By the time she was 52, she'd grown used to people treating her as if she were 10 years older than she was, to men no longer making eye contact. Her confidence took a hit. She spoke up less often in meetings at the marketing firm where she works. Hilleman decided to cover the gray, taking the opportunity to improve on Mother Nature by choosing a warm auburn.
"The difference in how I feel now, and how I sense I am perceived, is striking," she said. "Now I feel energetic and decisive and freer to express opinions. I'm back."
Then she paused, as if pondering herself how hair color could make such a difference: "Isn't that strange?
Better grooming through science
Gray hair isn't really gray; it just lacks its original pigmentation and appears white because of how it reflects light. Genetics play a role, as Sypura knew.
"My mom was 37 when she had me, and I was 37 when I had my daughter," she said. "The first time I was called grandma was pretty horrendous. But Mom said, "Honey, you better just get used to it.'"
Yet Sypura and her mother were not prematurely gray. A study by the Journal of Investigative Dermatology found that most Caucasian people will begin to gray in their 20s and early 30s, Asian people in their late 30s, and African people not until their 40s.
The trouble is, having only a few gray hairs can make a lovely coiffure appear dull. So women begin coloring their hair, or find that a savvy stylist can help them weather the months while they aspire to Emmylou Harris status.
Science is on the case.
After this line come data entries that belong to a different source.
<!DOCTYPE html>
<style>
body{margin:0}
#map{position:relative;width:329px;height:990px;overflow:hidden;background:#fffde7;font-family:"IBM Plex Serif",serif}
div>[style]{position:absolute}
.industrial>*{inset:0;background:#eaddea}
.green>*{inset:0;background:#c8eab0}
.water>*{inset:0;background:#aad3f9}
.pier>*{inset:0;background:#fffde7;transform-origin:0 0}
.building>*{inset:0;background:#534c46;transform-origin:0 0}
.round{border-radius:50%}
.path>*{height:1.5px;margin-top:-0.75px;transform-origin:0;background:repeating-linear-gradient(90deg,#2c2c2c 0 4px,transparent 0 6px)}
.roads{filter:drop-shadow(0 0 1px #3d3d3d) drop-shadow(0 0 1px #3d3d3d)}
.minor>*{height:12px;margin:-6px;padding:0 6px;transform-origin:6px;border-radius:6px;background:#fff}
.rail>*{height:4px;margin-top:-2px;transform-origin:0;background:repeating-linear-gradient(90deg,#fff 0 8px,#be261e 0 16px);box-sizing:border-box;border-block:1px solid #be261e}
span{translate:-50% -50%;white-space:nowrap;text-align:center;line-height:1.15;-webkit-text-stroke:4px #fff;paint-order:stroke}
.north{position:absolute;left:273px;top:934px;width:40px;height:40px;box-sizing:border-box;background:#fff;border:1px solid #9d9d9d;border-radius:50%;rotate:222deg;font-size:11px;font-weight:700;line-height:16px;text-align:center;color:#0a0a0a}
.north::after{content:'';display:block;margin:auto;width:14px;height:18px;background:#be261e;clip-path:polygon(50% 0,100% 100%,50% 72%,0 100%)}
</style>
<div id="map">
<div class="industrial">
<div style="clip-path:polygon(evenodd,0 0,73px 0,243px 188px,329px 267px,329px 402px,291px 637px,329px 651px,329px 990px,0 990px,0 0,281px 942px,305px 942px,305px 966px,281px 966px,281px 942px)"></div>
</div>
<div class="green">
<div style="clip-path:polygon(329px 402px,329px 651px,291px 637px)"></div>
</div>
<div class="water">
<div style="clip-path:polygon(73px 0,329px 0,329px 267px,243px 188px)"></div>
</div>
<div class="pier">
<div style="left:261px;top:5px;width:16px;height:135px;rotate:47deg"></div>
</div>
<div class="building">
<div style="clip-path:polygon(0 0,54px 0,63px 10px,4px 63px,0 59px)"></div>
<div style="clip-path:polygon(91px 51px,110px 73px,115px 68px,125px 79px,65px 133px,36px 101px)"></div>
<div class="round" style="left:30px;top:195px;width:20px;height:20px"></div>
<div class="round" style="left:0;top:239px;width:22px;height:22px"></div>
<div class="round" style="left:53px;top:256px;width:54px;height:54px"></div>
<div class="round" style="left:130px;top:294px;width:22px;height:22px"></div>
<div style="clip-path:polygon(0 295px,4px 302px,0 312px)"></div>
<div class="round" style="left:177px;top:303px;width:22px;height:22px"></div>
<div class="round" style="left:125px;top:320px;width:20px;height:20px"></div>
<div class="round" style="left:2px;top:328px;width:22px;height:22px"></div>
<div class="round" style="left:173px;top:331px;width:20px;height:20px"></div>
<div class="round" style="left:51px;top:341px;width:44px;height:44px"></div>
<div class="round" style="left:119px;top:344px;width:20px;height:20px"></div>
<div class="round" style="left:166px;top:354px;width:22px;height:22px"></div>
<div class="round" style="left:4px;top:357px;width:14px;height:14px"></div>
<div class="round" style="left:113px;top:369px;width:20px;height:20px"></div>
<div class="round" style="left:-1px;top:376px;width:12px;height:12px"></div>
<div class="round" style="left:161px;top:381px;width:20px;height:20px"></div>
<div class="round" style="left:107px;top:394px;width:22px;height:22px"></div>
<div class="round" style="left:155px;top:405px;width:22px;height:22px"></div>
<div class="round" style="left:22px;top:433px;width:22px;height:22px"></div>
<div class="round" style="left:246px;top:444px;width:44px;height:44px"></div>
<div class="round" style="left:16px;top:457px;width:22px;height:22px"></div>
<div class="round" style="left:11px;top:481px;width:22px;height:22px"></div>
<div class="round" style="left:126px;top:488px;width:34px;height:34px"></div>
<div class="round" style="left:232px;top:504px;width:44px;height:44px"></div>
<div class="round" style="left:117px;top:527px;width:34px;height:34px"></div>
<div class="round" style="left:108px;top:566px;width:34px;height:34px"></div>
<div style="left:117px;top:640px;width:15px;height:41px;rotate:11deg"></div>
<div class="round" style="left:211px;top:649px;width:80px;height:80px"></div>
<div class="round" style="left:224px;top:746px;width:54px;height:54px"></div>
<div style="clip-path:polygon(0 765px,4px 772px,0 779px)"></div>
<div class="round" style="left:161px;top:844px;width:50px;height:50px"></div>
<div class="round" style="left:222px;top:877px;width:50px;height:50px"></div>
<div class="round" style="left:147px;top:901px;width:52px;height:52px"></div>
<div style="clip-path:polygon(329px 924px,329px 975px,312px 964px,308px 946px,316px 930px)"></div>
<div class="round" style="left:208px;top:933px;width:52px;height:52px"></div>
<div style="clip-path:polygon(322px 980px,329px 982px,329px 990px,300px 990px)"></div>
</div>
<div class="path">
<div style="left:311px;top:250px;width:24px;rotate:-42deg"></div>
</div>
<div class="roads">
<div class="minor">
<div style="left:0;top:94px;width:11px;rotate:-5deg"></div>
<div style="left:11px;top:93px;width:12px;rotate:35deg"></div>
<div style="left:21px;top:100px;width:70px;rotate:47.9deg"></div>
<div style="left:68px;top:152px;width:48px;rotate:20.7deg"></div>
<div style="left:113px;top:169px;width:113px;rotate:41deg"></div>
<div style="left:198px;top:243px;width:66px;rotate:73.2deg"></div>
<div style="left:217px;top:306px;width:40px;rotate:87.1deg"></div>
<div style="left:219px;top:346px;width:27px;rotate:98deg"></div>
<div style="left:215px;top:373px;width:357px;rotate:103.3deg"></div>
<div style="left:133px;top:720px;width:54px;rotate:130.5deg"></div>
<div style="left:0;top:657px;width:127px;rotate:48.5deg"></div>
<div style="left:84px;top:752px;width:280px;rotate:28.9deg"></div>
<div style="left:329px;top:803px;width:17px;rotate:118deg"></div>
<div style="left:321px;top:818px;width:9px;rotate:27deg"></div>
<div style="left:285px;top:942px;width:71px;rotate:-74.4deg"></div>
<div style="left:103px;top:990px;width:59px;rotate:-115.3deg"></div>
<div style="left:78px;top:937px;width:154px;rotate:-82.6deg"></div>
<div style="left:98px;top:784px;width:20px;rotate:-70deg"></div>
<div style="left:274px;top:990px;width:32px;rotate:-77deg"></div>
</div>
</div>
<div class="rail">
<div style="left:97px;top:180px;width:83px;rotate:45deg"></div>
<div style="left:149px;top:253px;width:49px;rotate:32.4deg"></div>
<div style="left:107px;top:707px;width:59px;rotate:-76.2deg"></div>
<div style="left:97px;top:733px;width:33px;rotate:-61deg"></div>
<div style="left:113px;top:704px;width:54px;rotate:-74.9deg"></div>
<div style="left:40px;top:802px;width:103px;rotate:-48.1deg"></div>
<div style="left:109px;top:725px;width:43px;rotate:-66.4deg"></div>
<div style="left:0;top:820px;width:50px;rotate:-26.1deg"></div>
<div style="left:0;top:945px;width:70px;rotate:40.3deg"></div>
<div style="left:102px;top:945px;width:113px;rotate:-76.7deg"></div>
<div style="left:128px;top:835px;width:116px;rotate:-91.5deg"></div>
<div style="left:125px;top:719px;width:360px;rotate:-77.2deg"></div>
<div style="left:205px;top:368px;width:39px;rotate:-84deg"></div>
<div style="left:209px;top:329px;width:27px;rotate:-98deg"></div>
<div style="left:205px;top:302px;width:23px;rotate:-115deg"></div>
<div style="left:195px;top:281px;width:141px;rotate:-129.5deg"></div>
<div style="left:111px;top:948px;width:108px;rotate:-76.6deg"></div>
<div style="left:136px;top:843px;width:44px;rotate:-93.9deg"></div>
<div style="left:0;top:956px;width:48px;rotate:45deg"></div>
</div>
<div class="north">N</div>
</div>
Last fall, news leaked that L'Oreal is developing a pill based on a fruit extract that mimics an enzyme that helps cells produce pigment. In theory, the extract could keep hair from turning gray. Such a pill would have to be taken for life, however -- and ideally before the first gray hairs appear, "because we don't think it can reverse the process once it has started," one researcher told the Christian Science Monitor.
Mirror, mirror says it all
Mary Meehan, 57, tracks consumer trends through her Minneapolis firm, Panoramix Global. Her hair began turning white when she was 25. She's never colored it.
She says "granny chic" is getting attention "because there are more of us, and that makes it easier for others to consider it. The question is when and how do you make that choice."
Meehan sees several cultural forces coming to bear, among them the anti-bullying movement. If that seems unexpected, recall its message of being able to be who we are, regardless of physical traits. "Add on to that the green movement, which is about how the products we use are affecting our health," she said.
Finally, there's the specter of ageism. "Women are saying, We fought hard to get here. Boomers are maintaining their ground, whether that's real or perceived."
The ultimate judge stands before the bathroom mirror.
Sypura said one of her friends was irked by her decision to embrace her gray, but her husband has been wholly supportive. "He is a wise, wise man," she said, laughing. Mostly, she added, going gray has simplified her life by eliminating any sense of artifice.
"I'm not a good liar," she said. "I wish I was. I really do! But I find it freeing to just be what I really am."